ISIS leader Baghdadi believed killed by US forces as Trump plans 'major' Sunday statement

Earlier, US President Donald Trump tweeted: "Something very big has just happened!". PHOTO: REUTERS

WASHINGTON (REUTERS) - ISIS leader Abu Bakr al-Baghdadi was believed to have been killed in a US military operation in Syria, sources in Syria, Iraq and Iran said on Sunday (Oct 27), as US President Donald Trump prepared to make a "major statement" at the White House.

A US official, speaking on condition of anonymity, earlier told Reuters Baghdadi was targeted in the overnight raid but was unable to say whether the operation was successful.

A commander of one of the militant factions in the northwestern Syrian province of Idlib said Baghdadi was believed to have been killed in a raid after midnight on Saturday involving helicopters, warplanes and a ground clash in the village of Brisha near the Turkish border.

Two Iraqi security sources and two Iranian officials said they had received confirmation from inside Syria that Baghdadi had been killed. "Iran was informed about Baghdadi's death by Syrian officials who got it from the field," one of the officials said.

Iraqi state television on Sunday aired footage of what it said was the US raid that killed Baghdadi.

Day-time footage showed a crater in the ground and what appeared to be the aftermath of a raid, with torn blood-stained clothes on the ground. It also showed night-time footage of an explosion.

The broadcaster quoted an expert on terrorism saying that Iraqi intelligence agencies had helped pinpoint Baghdadi's location.

Newsweek, which first reported the news, said it had been told by a US Army official briefed on the raid that Baghdadi was dead. It said the operation was carried out by special operations forces after receiving actionable intelligence.

The Pentagon did not immediately respond to a request for comment.

White House spokesman Hogan Gidley announced late on Saturday that Trump would make a "major statement" at 9am local time (9pm Singapore time) on Sunday.

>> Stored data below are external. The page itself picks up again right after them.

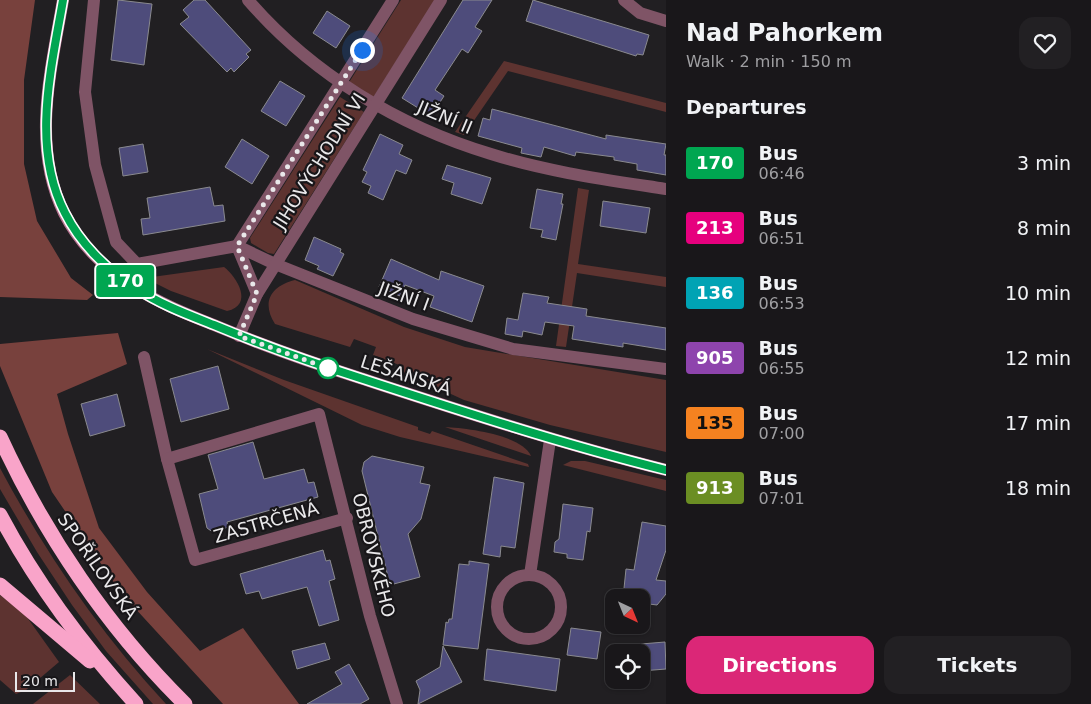 <!DOCTYPE html>
<meta charset="utf-8">
<style>
:root{--surface:#19171a;--page:#222023;--text:#f1f3f6;--muted:#9f9fa2;--line:#373639;--accent:#db2777}
body{margin:0;font-family:"DejaVu Sans",sans-serif;background:var(--page);color:var(--text);height:100vh;display:flex;flex-direction:column;font-size:19px;white-space:nowrap}
*{box-sizing:border-box;margin:0}
p{font-size:16px;color:var(--muted)}
.icon{flex:none;width:28px;height:28px;fill:none;stroke:currentColor;stroke-width:2;stroke-linecap:round;stroke-linejoin:round}
.map{position:relative;flex:1;overflow:hidden}
.panel{display:flex;flex-direction:column;background:var(--surface);width:425px}
.panel>*{flex:none}
.badge{padding:0 10px;border-radius:4px;font-size:18px;line-height:32px}
.needle{width:32px;rotate:137deg}
.fabs{position:absolute;left:605px;top:589px;display:grid;gap:10px}
.fabs a{display:grid;place-items:center;width:45px;height:45px;border-radius:10px;background:var(--surface);box-shadow:0 1px 4px #0004,0 0 0 1px var(--line);font-size:25px}
.scale{position:absolute;left:15px;bottom:12px;width:60px;box-sizing:border-box;padding-left:5px;border:2px solid #e9e8ea;border-top:0;font-size:14px;line-height:18px;white-space:nowrap;color:#e9e8ea;-webkit-text-stroke:4px #181619;paint-order:stroke}
.you{position:absolute;width:25px;height:25px;margin:-12px;border:4px solid #fff;border-radius:50%;background:#1a73e8;box-shadow:0 0 0 8px #1a73e833}
.map>.badge{position:absolute;translate:-50% -50%;box-shadow:0 0 0 2px #fff}
h2{padding:0 20px;font-size:19px;line-height:45px}
.round{display:grid;place-items:center;flex:none;width:52px;height:52px;border-radius:15px;background:var(--page)}
.headline{display:flex;align-items:center;justify-content:space-between;height:85px;padding:0 20px}
h1{font-size:24px;font-weight:800;line-height:38px}
.primary-button{display:flex;gap:10px;margin-top:auto;padding:10px 20px}
.primary-button a{flex:1;height:58px;border-radius:15px;background:var(--accent);color:#fff;font-size:20px;font-weight:800;line-height:58px;text-align:center}
.primary-button a+a{background:var(--page);color:var(--text)}
ul{padding:0;list-style:none}
li{display:flex;align-items:center;gap:15px;height:65px;padding:0 20px}
li div{flex:1}
li b{display:block;font-size:19px}
li em{font-style:normal}
li .badge{min-width:55px;font-weight:700;text-align:center}
main{display:flex;flex:1;min-height:0}
.map>svg:first-child{display:block}
</style>
<main>
<div class="map">
<svg width="666" height="704" viewBox="0 0 666 704">
<rect width="100%" height="100%" fill="#211f22"/>
<g fill="#5d3330">
<polygon points="401,0 435,0 373,98 348,84"/>
<polygon points="504,61 666,103 666,112 508,71 464,135 455,132"/>
<polygon points="340,97 364,112 274,254 268,253 251,243 250,238"/>
<polygon points="578,188 589,190 578,264 666,277 666,287 577,273 566,347 556,346"/>
<path d="M224,267C237,277 254,305 227,311L171,291L145,278Z"/>
<path d="M295,280L404,327L465,347L666,380V452L550,425L464,400L401,371L402,366L373,355L376,347L354,339L350,347L275,324C261,302 271,286 295,280Z"/>
<polygon points="207,349 284,380 418,427 418,430 430,434 432,431 528,464 529,467 400,437 362,425"/>
<path d="M445,427C467,428 522,435 531,456Z"/>
<polygon points="571,461 585,461 666,480 666,491 563,465"/>
<path d="M0,468C46,554 100,633 166,704H153L106,651L72,605L37,552L0,489Z"/>
<polygon points="0,595 24,613 59,662 26,690 16,694 0,680"/>
<polygon points="70,675 100,704 33,704"/>
</g>
<g fill="#78413d">
<polygon points="0,0 35,0 24,80 24,164 37,221 71,278 93,295 87,300 0,297"/>
<polygon points="118,333 127,364 57,394 68,434 99,528 147,592 200,651 243,628 299,704 223,704 121,593 52,492 0,366 0,344"/>
</g>
<g fill="#4e4c7b" stroke="#8a8a8f">
<polygon points="118,0 152,4 144,65 111,60"/>
<polygon points="194,0 205,0 251,50 246,54 249,57 234,72 231,68 227,72 180,24 189,17 183,10"/>
<polygon points="463,0 492,0 475,27 482,31 468,53 462,49 435,90 444,96 431,116 402,98"/>
<polygon points="533,0 649,35 643,55 637,54 636,56 526,21"/>
<polygon points="327,11 350,26 336,48 313,33"/>
<polygon points="280,81 305,96 286,126 261,111"/>
<polygon points="492,109 606,139 606,135 666,144 664,155 666,155 666,175 637,170 637,164 614,160 614,157 576,152 575,156 544,147 541,157 521,153 522,148 478,136 483,118 490,120"/>
<polygon points="380,134 403,145 399,154 412,160 406,174 396,170 383,200 368,193 371,186 362,182 367,172 363,170"/>
<polygon points="242,139 269,156 252,184 225,167"/>
<polygon points="143,144 148,172 123,176 119,148"/>
<polygon points="447,165 491,178 482,204 451,194 454,183 442,179"/>
<polygon points="210,187 214,206 223,205 225,221 143,235 141,219 150,218 147,198"/>
<polygon points="537,189 563,194 561,204 563,204 556,240 541,237 543,230 530,228"/>
<polygon points="603,201 650,208 646,233 600,226"/>
<polygon points="314,237 341,249 340,252 344,254 333,276 317,269 319,266 305,260"/>
<polygon points="391,259 439,280 441,271 484,286 472,322 430,307 434,296 405,285 400,296 379,287"/>
<polygon points="523,293 549,297 547,303 587,309 586,316 666,328 666,350 623,343 623,347 572,339 574,326 545,322 542,335 523,331 522,337 505,334 507,318 518,320"/>
<polygon points="218,366 229,409 181,422 170,379"/>
<polygon points="117,394 125,426 90,436 81,404"/>
<polygon points="253,442 264,479 304,469 308,483 314,482 318,497 227,522 228,527 214,533 207,528 199,494 218,489 208,455"/>
<polygon points="372,456 424,467 420,483 430,485 421,519 408,534 420,577 390,585 362,471 364,462"/>
<polygon points="494,477 524,483 515,548 501,546 500,557 483,554"/>
<polygon points="563,504 593,508 590,532 587,531 583,560 567,558 567,554 554,552 555,542 559,539"/>
<polygon points="642,522 666,526 666,550 656,580 666,581 666,594 657,605 641,603 641,598 623,598 626,569 634,570"/>
<polygon points="323,550 326,561 330,560 335,579 329,581 339,620 319,626 307,587 262,599 259,591 246,594 240,574"/>
<polygon points="469,561 489,564 478,649 443,645 446,622 448,623 449,619 452,619 459,564 469,565"/>
<polygon points="571,628 601,632 597,659 567,655"/>
<polygon points="665,642 666,669 641,671 641,644"/>
<polygon points="325,643 330,659 297,669 292,651"/>
<polygon points="443,646 462,682 418,704 420,690 416,681 440,667"/>
<polygon points="487,649 560,659 556,691 484,680"/>
<polygon points="349,664 369,699 360,704 307,704 342,684 335,672"/>
</g>
<g fill="none" stroke-linecap="round" stroke-linejoin="round">
<g stroke="#7f5466" stroke-width="12">
<polyline points="94,0 85,92 95,165 116,242 137,264 237,246 275,264 413,319 513,349 666,369"/>
<path d="M248,0C312,74 398,126 491,154C548,172 608,180 666,189"/>
<polyline points="624,0 640,13 666,21"/>
<polyline points="237,246 393,0"/>
<polyline points="237,246 257,294"/>
<polyline points="239,336 257,294 441,0"/>
<polyline points="144,357 167,459 195,560 347,518"/>
<polyline points="167,459 319,414 370,616 397,704"/>
<polyline points="530,575 550,440"/>
<circle cx="529" cy="607" r="32"/>
</g>
<path stroke="#b5718f" stroke-width="12" d="M63,0C51,70 31,146 64,213C79,243 106,270 134,287C159,303 186,314 214,325C262,345 310,362 360,378C462,411 562,444 666,470"/>
<g stroke="#f9a4c9" stroke-width="15">
<path d="M0,437C45,535 108,628 185,704"/>
<path d="M0,515C36,583 84,647 136,704"/>
<polyline points="0,585 90,661"/>
</g>
</g>
<g fill="none" stroke-linecap="round" stroke-linejoin="round">
<g stroke="#fff" stroke-width="11">
<path id="line" d="M63,0C51,70 31,147 65,213C80,243 106,269 134,287C159,304 186,314 214,325C262,345 310,362 360,378C461,411 562,444 666,470"/>
</g>
<use href="#line" stroke="#00a651" stroke-width="8"/>
<polyline stroke="#e9e8ea" stroke-width="5" stroke-dasharray="0 9" points="328,368 333,370 239,336 257,294 237,246 362,50"/>
</g>
<circle fill="#fff" stroke="#00a651" stroke-width="2.5" cx="328" cy="368" r="10"/>
<g text-anchor="middle" dominant-baseline="central" stroke-width="4.5" stroke-linejoin="round" paint-order="stroke">
<g font-size="18" fill="#e9e8ea" stroke="#181619">
<text transform="translate(445 117) rotate(23)">JIŽNÍ II</text>
<text transform="translate(319 161) rotate(-58)">JIHOVÝCHODNÍ VI</text>
<text transform="translate(404 296) rotate(20)">JIŽNÍ I</text>
<text transform="translate(406 375) rotate(18)">LEŠANSKÁ</text>
<text transform="translate(266 522) rotate(-16)">ZASTRČENÁ</text>
<text transform="translate(374 555) rotate(76)">OBROVSKÉHO</text>
<text transform="translate(98 566) rotate(55)">SPOŘILOVSKÁ</text>
</g>
</g>
</svg>
<div class="fabs">
<a><svg class="needle" viewBox="-14 -14 28 28"><path d="M0-13l5 13h-10z" fill="#e53935"/><path d="M0 13l5-13h-10z" fill="#9f9fa2"/></svg></a>
<a><svg class="icon" aria-label="locate" viewBox="0 0 24 24"><circle cx="12" cy="12" r="6"/><path d="M12 2v4M12 18v4M2 12h4M18 12h4"/></svg></a>
</div>
<div class="scale">20 m</div>
<div class="you" style="left:362px;top:50px"></div>
<b class="badge" style="left:125px;top:281px;background:#00a651;color:#fff">170</b>
</div>
<section class="panel">
<div class="headline"><div><h1>Nad Pahorkem</h1><p>Walk · 2 min · 150 m</p></div><a class="round"><svg class="icon" aria-label="heart" viewBox="0 0 24 24"><path d="M12 20l-8-8c-3-5 5-10 8-4 3-6 11-1 8 4z"/></svg></a></div>
<h2>Departures</h2>
<ul>
<li><span class="badge" style="background:#00a651;color:#fff">170</span><div><b>Bus</b><p>06:46</p></div><em>3 min</em></li>
<li><span class="badge" style="background:#e6007e;color:#fff">213</span><div><b>Bus</b><p>06:51</p></div><em>8 min</em></li>
<li><span class="badge" style="background:#00a3b4;color:#fff">136</span><div><b>Bus</b><p>06:53</p></div><em>10 min</em></li>
<li><span class="badge" style="background:#8e44ad;color:#fff">905</span><div><b>Bus</b><p>06:55</p></div><em>12 min</em></li>
<li><span class="badge" style="background:#f58220;color:#111">135</span><div><b>Bus</b><p>07:00</p></div><em>17 min</em></li>
<li><span class="badge" style="background:#6b8e23;color:#fff">913</span><div><b>Bus</b><p>07:01</p></div><em>18 min</em></li>
</ul>
<div class="primary-button"><a>Directions</a><a>Tickets</a></div>
</section>
</main>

Gidley gave no further details as to the topic of Trump's statement.

The president gave an indication that something was afoot earlier on Saturday night when he tweeted without explanation,"Something very big has just happened!"

The New York Times said US Special Operations commandos carried out the raid against a senior terrorist leader, quoting two senior administration officials.

A senior US official said commandos and analysts were still seeking to confirm the identity of the terrorist, who the officials said was killed when he exploded his suicide vest.

A person close to Trump said that the target of the raid was Baghdadi.

Officials said the raid was in Idlib province, hundreds of kilometres from the area where Baghdadi was long believed to be hiding along the Syrian-Iraqi border. Idlib is dominated by jihadi rebel groups hostile to him.

A US official told the New York Times that commandos from the Army's elite Delta Force carried out the mission with the CIA providing intelligence and reconnaissance information on the ground.

Trump has faced withering criticism from both Republicans and Democrats alike for his US troop withdrawal from northeastern Syria, which permitted Turkey to attack America's Kurdish allies.

Many critics of Trump's Syria pullout have expressed worries that it would lead that the Islamic State in Iraq and Syria (ISIS) militant group to regain strength and pose a threat to US interests. An announcement about Baghdadi's death could help blunt those concerns.

Trump was expected to make the statement in the White House Diplomatic Reception Room, which he has used to make a number of major announcements. Just last week he used the same room to announce that a ceasefire between Turkey and the Kurds had taken hold.

For days, US officials had feared that ISIS would seek to capitalise on the upheaval in Syria.

But they also saw a potential opportunity, in which ISIS leaders might break from more secretive routines to communicate with operatives, potentially creating a chance for the United States and its allies to detect them.

The United States had put up a US$25 million (S$34 million) reward for the capture of Baghdadi, who has led the group since 2010, when it was still an underground offshoot of al Qaeda in Iraq..

On Sept 16, ISIS' media network issued a 30-minute audio message purporting to come from Baghdadi, in which he said operations were taking place daily and called on supporters to free women jailed in camps in Iraq and Syria over their alleged links to his group.

In the audio message, Baghdadi also said the United States and its proxies had been defeated in Iraq and Afghanistan, and that the United States had been "dragged" into Mali and Niger.

At the height of its power ISIS ruled over millions of people in territory running from northern Syria through towns and villages along the Tigris and Euphrates valleys to the outskirts of the Iraqi capital Baghdad.

But the fall in 2017 of Mosul and Raqqa, its strongholds in Iraq and Syria respectively, stripped Baghdadi, an Iraqi, of the trappings of a caliph and turned him into a fugitive thought to be moving along the desert border between Iraq and Syria.

US air strikes killed most of his top lieutenants, and before ISIS published a video message of Baghdadi in April there had been conflicting reports over whether he was alive.

Despite losing its last significant territory, ISIS is believed to have sleeper cells around the world, and some fighters operate from the shadows in Syria's desert and Iraq's cities.